Davenport guardó los hologramas y se puso de pie para marcharse.
—Gracias por su ayuda, doctor Urth.
El doctor Urth le quitó importancia al asunto con un vaivén de la mano. Se levantó y le estrechó la mano al visitante.
Su voz detuvo a Davenport en el umbral.
—Inspector. 
Davenport se volvió.
—¿Sí, doctor Urth?
—En cuanto a mis honorarios… 
Davenport sonrió.
—Me estaba preguntando cuándo llegaríamos a ese punto.
—Ahora lo sabe. Hemos llegado en este momento. Unas pocas fruslerías.
—Usted sabe que haré todo lo posible. ¿De qué se trata?
—En primer lugar, dos datos informativos para satisfacer mi curiosidad. Cuando regrese a Nueva Washington, tenga la amabilidad de pasar por Near-Earth Ltd., y recuperar el expediente de Terrarium Nueve. Vea si puede averiguar a través de los pedidos de Flammersfeld y otros documentos, la historia genética de la col y de la sangre hemofílica —Sonrió—. He apostado conmigo mismo que la col era una col de Saboya y que la sangre provenía de uno de los descendientes de la casa real de Saboya.
Davenport parpadeó.
—¿Saboya? ¿Por qué iba Flammersfeld a trabajar con una col y una sangre específicas de Saboya?
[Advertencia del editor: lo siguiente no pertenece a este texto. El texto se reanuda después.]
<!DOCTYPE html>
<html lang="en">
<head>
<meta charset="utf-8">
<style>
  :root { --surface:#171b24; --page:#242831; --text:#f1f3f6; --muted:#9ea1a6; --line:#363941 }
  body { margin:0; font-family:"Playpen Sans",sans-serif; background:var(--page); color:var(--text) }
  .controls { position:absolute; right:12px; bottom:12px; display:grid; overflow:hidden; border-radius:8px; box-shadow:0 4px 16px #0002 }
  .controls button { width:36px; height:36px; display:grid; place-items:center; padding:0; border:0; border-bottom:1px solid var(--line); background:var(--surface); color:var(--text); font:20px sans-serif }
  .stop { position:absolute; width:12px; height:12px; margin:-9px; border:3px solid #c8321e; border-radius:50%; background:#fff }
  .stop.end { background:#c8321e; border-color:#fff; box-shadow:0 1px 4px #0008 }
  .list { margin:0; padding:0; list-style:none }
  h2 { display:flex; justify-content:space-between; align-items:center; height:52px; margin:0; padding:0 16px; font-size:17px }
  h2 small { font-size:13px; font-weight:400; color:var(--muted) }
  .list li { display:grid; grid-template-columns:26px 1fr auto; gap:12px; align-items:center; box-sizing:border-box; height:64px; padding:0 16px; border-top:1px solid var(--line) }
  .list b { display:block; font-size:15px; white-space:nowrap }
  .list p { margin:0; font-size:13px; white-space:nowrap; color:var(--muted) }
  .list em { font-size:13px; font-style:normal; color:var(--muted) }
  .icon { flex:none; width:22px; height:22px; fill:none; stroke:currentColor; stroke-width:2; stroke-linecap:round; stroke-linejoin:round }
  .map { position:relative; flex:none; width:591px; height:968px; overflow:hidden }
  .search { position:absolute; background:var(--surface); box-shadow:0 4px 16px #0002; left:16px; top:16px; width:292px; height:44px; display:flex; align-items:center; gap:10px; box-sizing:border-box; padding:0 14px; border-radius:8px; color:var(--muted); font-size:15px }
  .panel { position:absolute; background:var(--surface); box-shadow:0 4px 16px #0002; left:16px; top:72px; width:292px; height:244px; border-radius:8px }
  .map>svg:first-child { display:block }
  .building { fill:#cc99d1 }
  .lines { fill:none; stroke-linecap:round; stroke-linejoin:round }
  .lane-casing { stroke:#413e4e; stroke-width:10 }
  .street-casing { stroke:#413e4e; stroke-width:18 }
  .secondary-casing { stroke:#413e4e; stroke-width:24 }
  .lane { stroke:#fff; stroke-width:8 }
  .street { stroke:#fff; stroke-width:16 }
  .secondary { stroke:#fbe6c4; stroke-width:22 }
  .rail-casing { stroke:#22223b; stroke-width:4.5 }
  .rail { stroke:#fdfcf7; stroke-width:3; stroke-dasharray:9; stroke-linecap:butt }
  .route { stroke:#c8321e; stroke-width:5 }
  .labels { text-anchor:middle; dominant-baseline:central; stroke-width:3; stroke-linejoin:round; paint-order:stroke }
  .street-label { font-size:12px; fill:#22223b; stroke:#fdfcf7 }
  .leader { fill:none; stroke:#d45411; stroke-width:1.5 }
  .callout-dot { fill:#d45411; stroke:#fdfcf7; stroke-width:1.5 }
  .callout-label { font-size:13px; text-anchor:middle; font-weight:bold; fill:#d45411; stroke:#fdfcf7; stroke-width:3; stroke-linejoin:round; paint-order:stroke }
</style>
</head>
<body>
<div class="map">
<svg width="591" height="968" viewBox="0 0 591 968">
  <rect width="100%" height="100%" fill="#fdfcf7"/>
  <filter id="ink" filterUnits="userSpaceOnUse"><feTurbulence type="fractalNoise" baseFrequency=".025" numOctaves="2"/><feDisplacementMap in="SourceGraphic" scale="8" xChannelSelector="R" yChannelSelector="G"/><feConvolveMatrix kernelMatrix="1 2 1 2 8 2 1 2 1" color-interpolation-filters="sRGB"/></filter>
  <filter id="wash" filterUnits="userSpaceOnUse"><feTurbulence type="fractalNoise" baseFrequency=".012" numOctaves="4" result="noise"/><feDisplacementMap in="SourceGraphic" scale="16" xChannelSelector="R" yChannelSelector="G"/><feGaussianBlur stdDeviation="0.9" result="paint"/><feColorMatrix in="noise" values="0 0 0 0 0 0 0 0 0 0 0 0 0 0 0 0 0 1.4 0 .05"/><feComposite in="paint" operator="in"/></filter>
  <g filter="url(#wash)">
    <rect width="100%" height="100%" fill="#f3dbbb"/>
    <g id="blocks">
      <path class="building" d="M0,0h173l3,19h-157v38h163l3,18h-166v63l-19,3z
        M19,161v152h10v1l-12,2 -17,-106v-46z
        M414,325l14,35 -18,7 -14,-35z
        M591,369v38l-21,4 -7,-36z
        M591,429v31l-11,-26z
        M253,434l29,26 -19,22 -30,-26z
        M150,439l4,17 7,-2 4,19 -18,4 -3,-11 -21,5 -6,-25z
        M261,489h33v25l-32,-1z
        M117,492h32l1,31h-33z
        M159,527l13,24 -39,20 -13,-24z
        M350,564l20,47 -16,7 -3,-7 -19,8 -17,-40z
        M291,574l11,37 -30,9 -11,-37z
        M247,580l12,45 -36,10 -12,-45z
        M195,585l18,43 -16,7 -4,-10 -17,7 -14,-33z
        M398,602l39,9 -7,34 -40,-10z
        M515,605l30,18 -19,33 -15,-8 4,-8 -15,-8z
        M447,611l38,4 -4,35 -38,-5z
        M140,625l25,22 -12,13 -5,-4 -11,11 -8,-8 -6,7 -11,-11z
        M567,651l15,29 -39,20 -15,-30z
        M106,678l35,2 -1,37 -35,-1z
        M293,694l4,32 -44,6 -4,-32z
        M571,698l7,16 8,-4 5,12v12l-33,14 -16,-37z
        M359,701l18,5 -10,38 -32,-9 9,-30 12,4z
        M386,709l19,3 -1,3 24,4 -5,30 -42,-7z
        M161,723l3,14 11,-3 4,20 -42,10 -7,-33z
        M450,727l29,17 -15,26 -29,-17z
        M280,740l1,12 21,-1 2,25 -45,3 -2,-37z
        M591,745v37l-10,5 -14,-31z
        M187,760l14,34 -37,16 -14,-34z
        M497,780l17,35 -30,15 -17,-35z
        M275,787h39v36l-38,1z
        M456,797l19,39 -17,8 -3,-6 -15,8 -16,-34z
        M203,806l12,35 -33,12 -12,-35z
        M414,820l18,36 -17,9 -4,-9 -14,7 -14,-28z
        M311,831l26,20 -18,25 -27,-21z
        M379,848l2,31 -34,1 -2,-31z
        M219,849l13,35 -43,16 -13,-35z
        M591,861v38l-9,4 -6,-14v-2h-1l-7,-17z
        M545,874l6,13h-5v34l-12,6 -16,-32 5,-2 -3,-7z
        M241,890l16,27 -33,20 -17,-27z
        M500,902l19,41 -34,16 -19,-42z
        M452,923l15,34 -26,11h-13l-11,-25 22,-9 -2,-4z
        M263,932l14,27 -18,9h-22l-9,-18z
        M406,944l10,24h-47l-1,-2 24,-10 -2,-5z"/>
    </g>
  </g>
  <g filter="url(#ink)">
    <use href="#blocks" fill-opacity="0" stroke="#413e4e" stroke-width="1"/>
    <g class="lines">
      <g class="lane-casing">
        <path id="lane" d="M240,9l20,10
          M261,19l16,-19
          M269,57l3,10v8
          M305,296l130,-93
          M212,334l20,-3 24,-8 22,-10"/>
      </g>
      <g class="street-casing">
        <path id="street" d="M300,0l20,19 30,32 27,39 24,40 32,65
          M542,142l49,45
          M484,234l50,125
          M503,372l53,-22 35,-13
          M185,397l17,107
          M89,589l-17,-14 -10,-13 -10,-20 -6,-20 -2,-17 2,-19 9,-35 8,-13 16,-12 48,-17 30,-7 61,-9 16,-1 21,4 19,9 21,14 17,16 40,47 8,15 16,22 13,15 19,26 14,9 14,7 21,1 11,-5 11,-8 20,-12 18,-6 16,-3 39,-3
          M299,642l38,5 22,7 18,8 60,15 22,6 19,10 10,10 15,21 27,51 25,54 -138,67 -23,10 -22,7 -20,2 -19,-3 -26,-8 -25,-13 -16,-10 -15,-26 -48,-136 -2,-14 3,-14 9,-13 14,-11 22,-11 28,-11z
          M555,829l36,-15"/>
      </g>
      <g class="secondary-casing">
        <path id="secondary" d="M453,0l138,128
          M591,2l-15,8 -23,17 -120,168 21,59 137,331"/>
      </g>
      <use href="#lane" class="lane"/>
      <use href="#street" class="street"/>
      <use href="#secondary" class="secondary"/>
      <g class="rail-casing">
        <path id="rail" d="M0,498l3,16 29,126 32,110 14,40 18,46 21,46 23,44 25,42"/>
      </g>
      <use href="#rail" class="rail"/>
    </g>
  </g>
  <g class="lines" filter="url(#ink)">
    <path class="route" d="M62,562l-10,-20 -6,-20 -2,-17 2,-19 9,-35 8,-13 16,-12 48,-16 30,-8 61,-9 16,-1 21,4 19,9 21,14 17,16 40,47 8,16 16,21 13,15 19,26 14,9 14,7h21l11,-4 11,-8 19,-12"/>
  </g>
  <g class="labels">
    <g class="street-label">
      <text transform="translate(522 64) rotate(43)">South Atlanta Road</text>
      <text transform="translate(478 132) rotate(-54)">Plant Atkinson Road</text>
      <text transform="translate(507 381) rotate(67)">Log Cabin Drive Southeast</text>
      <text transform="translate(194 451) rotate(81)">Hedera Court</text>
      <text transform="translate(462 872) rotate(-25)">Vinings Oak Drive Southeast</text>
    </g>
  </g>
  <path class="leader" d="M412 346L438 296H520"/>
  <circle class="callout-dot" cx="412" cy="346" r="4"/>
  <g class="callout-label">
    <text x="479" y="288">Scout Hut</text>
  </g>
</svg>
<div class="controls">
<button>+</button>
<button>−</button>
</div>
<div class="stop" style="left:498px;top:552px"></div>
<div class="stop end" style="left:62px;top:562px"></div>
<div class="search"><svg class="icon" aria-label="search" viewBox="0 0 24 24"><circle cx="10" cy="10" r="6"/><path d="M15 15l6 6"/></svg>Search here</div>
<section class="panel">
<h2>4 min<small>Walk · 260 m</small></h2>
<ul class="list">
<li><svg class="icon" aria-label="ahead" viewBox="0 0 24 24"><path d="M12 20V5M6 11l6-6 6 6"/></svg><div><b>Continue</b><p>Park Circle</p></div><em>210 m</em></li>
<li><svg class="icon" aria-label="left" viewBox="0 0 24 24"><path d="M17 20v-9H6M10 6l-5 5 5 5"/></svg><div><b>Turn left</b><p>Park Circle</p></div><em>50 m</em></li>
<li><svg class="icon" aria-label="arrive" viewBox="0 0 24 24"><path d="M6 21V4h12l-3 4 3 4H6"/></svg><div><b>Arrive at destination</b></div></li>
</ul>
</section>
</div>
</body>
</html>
—Por la misma razón que impulsó a James Joyce a enmarcar una vista de Cork en corcho: El sentido de lo conveniente.
Davenport pensó en ello detenidamente y luego meneó la cabeza.
—Si no le importa que se lo diga, el sentido de lo conveniente puede conducir a la locura.
El doctor Urth se cubrió la boca con una mano regordeta.
—Ve usted mis intenciones con tanta claridad que casi dudo en mencionar el resto de mis honorarios.
Davenport lo miró con cautela y se sintió impulsado a decir:
—Adelante.
—Consiga que el investigador que se ha hecho cargo de Terrarium Nueve lleve a cabo un cruzamiento entre tortuga y grillo.
Davenport intentó imaginarse qué aspecto tendría aquello.
—¿Puede saberse para qué, en nombre del cielo?
—Para que cuando pierda las gafas, la montura hecha con esa concha me conduzca hasta ellas con el cric-cric.